=== TO DO ===
Return the lines from the one containing "Find all text" to the end of the material, both end lines included, exactly and with nothing else.

----

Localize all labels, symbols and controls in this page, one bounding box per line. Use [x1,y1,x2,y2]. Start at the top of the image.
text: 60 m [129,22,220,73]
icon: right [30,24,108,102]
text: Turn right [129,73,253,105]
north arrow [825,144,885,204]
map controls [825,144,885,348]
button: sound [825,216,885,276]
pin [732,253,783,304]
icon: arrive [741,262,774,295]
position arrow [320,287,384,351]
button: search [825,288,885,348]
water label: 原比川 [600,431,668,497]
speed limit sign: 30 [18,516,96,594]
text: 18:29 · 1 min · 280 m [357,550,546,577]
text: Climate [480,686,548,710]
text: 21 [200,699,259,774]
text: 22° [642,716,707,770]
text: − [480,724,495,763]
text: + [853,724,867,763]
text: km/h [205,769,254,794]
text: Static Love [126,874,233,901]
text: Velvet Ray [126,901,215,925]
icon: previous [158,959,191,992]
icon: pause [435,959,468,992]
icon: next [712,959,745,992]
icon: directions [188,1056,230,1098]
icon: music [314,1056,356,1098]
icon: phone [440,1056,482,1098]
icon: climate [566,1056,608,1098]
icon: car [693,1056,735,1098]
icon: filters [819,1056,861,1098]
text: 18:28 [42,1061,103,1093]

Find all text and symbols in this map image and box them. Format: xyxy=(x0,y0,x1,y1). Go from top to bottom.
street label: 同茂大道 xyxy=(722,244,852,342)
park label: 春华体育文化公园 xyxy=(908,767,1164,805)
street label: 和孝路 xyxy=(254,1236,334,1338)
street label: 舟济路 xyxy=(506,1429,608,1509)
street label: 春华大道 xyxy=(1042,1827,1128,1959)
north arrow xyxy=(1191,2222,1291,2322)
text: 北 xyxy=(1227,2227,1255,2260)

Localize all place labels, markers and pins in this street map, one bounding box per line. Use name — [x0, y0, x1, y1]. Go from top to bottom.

----

=== OUTPUT ===
Find all text and symbols in this map image and box them. Format: xyxy=(x0,y0,x1,y1). Go from top to bottom.
street label: 同茂大道 xyxy=(722,244,852,342)
park label: 春华体育文化公园 xyxy=(908,767,1164,805)
street label: 和孝路 xyxy=(254,1236,334,1338)
street label: 舟济路 xyxy=(506,1429,608,1509)
street label: 春华大道 xyxy=(1042,1827,1128,1959)
north arrow xyxy=(1191,2222,1291,2322)
text: 北 xyxy=(1227,2227,1255,2260)

Localize all place labels, markers and pins in this street map, one bounding box per line. Use name — [x0, y0, x1, y1]. Go from top to bottom.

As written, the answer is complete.